**REQUIREMENT:**
The lines below are to be quoted exactly, from the first through the one that contains "if (halo) g.strokeText(text, 0, 0);".

**RECORDS TO PROCESS:**
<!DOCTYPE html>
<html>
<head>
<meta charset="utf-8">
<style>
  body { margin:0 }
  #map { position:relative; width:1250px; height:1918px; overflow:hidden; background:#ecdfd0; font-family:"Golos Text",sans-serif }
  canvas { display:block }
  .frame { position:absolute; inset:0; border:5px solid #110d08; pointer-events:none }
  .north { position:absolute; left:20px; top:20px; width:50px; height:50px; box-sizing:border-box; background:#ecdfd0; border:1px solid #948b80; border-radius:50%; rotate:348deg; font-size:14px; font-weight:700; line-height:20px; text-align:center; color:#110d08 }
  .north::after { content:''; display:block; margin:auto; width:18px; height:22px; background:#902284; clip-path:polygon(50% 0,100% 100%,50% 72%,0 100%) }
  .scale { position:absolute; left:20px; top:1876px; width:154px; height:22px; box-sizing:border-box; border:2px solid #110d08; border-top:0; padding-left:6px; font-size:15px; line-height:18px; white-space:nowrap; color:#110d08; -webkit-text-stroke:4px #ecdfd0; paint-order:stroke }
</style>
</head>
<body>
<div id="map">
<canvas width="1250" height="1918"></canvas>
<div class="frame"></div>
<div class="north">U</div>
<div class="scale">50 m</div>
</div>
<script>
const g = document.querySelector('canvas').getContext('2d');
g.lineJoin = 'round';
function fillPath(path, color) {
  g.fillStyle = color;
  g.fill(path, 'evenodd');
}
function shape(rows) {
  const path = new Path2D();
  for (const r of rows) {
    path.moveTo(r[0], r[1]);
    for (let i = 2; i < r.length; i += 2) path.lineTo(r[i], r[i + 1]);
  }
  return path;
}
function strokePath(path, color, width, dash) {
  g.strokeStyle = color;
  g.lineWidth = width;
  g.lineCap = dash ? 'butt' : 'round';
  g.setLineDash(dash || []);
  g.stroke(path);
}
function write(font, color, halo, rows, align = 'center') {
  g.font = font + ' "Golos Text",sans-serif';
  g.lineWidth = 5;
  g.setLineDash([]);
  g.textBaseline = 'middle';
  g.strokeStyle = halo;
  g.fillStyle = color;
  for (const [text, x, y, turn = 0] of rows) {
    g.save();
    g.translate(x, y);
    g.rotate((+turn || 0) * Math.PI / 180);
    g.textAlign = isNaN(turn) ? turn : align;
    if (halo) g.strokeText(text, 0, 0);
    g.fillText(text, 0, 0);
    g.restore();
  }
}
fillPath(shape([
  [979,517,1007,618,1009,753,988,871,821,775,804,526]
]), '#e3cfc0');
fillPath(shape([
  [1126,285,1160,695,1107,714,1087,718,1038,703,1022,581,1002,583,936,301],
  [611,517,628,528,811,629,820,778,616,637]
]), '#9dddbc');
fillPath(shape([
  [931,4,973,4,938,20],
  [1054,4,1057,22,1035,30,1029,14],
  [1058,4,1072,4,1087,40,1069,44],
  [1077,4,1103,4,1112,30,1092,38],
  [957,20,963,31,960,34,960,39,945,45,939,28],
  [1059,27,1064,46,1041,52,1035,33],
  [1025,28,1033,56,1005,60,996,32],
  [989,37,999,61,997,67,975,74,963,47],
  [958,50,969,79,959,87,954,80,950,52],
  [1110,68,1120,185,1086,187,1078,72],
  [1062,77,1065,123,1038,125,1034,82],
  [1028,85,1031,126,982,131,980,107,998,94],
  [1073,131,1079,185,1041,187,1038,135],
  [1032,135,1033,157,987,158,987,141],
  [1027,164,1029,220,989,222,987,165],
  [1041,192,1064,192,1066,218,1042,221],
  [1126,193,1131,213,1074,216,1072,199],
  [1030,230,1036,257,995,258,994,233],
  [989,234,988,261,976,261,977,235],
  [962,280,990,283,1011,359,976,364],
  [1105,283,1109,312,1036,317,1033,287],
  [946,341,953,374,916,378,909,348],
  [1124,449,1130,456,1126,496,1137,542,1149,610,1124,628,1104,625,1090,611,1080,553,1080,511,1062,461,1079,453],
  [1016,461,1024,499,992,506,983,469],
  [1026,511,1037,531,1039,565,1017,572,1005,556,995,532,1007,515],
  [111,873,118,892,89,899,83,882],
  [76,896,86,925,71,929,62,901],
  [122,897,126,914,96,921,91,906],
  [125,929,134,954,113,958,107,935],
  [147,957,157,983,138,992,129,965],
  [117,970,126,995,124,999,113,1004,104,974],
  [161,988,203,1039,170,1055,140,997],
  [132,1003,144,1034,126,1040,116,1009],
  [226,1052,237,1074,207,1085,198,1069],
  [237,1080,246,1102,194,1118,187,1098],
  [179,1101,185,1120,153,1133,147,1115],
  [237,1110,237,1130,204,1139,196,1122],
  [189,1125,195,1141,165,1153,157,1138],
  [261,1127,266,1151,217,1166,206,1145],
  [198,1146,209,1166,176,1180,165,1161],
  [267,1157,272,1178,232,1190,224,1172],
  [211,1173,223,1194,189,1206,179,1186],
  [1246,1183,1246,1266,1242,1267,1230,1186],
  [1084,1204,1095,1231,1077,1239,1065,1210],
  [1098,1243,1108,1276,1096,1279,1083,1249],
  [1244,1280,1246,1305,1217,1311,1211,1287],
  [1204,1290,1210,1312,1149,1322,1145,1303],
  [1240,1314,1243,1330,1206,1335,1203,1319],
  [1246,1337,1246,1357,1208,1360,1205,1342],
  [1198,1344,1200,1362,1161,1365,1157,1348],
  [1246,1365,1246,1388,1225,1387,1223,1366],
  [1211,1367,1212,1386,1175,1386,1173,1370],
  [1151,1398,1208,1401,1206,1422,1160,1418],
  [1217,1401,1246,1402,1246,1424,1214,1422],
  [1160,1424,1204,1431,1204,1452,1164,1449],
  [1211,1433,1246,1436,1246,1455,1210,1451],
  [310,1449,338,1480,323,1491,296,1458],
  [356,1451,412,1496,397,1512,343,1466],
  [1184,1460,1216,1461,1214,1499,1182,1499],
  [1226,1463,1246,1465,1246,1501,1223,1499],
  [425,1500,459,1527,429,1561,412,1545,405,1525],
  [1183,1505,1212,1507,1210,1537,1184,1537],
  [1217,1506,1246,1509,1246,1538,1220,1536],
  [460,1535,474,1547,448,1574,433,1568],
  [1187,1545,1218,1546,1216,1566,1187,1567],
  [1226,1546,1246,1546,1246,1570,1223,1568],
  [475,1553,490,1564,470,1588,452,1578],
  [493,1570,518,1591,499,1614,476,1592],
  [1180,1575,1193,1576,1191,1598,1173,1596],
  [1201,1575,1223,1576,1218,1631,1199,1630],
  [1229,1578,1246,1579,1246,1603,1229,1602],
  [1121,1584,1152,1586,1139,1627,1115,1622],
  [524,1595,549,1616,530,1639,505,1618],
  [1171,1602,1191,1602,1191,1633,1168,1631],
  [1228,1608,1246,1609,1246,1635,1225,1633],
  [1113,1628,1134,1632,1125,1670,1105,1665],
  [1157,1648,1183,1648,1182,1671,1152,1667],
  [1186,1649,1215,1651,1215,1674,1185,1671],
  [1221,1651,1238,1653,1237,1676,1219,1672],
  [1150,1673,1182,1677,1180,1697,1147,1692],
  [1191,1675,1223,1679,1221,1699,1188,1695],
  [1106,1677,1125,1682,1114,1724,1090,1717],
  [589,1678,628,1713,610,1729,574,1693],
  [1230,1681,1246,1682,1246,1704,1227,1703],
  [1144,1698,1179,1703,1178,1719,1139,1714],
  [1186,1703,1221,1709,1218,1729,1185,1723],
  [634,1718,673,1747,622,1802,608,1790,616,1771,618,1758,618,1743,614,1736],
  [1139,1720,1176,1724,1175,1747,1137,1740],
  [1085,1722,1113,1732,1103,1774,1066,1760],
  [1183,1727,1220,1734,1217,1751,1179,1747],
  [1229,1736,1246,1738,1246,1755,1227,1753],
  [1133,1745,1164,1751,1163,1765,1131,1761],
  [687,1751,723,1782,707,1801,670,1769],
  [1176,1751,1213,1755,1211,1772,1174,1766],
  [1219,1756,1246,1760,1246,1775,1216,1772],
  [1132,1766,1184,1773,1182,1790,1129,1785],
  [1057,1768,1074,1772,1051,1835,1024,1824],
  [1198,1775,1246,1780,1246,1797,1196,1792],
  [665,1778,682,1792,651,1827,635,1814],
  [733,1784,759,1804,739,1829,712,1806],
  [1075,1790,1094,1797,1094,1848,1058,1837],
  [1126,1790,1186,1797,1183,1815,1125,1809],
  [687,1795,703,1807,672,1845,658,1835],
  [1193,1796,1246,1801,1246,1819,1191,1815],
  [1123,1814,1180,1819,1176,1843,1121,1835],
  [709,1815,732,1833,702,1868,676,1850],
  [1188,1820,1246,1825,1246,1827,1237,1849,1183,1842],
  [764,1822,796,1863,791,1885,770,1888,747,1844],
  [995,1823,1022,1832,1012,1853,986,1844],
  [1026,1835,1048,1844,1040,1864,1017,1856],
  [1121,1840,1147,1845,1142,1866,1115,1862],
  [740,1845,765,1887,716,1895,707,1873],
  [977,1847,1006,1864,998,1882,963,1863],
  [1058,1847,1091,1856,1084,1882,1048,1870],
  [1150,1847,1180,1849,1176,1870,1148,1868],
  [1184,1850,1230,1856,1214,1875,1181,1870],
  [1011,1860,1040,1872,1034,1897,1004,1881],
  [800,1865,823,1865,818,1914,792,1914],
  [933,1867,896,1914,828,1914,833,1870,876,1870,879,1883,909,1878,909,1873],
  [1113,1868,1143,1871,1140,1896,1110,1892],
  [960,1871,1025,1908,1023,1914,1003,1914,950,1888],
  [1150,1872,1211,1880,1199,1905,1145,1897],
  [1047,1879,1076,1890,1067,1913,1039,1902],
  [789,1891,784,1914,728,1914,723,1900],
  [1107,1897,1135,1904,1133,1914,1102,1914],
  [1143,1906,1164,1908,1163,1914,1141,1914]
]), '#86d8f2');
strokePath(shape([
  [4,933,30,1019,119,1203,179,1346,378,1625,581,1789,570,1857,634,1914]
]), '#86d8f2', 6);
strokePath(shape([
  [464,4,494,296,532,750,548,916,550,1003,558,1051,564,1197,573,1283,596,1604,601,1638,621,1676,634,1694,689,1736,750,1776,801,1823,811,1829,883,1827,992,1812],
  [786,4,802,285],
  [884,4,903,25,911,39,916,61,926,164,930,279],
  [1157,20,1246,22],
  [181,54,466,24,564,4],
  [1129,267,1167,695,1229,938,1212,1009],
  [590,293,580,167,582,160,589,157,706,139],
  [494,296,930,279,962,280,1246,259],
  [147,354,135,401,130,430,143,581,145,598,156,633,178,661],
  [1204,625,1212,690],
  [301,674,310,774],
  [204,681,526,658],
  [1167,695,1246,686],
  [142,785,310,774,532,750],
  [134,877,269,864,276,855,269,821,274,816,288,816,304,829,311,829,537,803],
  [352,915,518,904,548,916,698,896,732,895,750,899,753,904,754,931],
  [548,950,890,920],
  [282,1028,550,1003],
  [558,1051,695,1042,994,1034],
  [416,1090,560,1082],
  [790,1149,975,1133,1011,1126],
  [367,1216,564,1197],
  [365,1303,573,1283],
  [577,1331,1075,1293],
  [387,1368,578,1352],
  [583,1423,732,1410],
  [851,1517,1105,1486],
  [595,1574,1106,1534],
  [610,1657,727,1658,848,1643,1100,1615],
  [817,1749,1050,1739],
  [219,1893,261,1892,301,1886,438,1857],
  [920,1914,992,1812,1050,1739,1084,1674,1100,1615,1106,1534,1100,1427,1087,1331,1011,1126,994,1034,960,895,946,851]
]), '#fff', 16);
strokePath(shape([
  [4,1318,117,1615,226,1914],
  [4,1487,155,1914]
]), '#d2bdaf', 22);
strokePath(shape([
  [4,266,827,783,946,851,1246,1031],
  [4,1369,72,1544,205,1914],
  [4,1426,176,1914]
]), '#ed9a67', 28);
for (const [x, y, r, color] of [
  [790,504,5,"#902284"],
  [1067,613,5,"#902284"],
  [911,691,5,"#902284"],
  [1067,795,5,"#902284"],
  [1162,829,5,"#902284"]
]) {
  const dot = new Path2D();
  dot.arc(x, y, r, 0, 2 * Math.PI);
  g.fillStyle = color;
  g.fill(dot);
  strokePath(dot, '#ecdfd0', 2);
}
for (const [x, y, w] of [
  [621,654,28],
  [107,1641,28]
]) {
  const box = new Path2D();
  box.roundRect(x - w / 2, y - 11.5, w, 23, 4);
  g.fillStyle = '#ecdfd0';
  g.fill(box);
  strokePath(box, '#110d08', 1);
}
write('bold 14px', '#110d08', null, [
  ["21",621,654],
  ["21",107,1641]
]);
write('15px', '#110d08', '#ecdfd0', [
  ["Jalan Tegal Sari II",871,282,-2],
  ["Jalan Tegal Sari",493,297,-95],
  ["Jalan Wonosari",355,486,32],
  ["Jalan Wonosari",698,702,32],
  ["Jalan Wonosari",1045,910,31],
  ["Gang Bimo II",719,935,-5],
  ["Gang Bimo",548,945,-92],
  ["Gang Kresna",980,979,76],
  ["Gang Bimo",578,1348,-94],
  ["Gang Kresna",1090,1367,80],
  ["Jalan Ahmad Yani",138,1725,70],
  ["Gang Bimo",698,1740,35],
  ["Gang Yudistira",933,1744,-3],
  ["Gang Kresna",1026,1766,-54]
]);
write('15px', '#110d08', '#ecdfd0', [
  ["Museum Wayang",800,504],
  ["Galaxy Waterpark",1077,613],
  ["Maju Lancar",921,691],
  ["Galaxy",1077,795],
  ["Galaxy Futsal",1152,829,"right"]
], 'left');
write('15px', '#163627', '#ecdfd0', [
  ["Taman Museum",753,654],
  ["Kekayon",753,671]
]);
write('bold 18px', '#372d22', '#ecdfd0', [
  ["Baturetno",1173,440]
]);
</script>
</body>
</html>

**THE ANSWER:**
<!DOCTYPE html>
<html>
<head>
<meta charset="utf-8">
<style>
  body { margin:0 }
  #map { position:relative; width:1250px; height:1918px; overflow:hidden; background:#ecdfd0; font-family:"Golos Text",sans-serif }
  canvas { display:block }
  .frame { position:absolute; inset:0; border:5px solid #110d08; pointer-events:none }
  .north { position:absolute; left:20px; top:20px; width:50px; height:50px; box-sizing:border-box; background:#ecdfd0; border:1px solid #948b80; border-radius:50%; rotate:348deg; font-size:14px; font-weight:700; line-height:20px; text-align:center; color:#110d08 }
  .north::after { content:''; display:block; margin:auto; width:18px; height:22px; background:#902284; clip-path:polygon(50% 0,100% 100%,50% 72%,0 100%) }
  .scale { position:absolute; left:20px; top:1876px; width:154px; height:22px; box-sizing:border-box; border:2px solid #110d08; border-top:0; padding-left:6px; font-size:15px; line-height:18px; white-space:nowrap; color:#110d08; -webkit-text-stroke:4px #ecdfd0; paint-order:stroke }
</style>
</head>
<body>
<div id="map">
<canvas width="1250" height="1918"></canvas>
<div class="frame"></div>
<div class="north">U</div>
<div class="scale">50 m</div>
</div>
<script>
const g = document.querySelector('canvas').getContext('2d');
g.lineJoin = 'round';
function fillPath(path, color) {
  g.fillStyle = color;
  g.fill(path, 'evenodd');
}
function shape(rows) {
  const path = new Path2D();
  for (const r of rows) {
    path.moveTo(r[0], r[1]);
    for (let i = 2; i < r.length; i += 2) path.lineTo(r[i], r[i + 1]);
  }
  return path;
}
function strokePath(path, color, width, dash) {
  g.strokeStyle = color;
  g.lineWidth = width;
  g.lineCap = dash ? 'butt' : 'round';
  g.setLineDash(dash || []);
  g.stroke(path);
}
function write(font, color, halo, rows, align = 'center') {
  g.font = font + ' "Golos Text",sans-serif';
  g.lineWidth = 5;
  g.setLineDash([]);
  g.textBaseline = 'middle';
  g.strokeStyle = halo;
  g.fillStyle = color;
  for (const [text, x, y, turn = 0] of rows) {
    g.save();
    g.translate(x, y);
    g.rotate((+turn || 0) * Math.PI / 180);
    g.textAlign = isNaN(turn) ? turn : align;
    if (halo) g.strokeText(text, 0, 0);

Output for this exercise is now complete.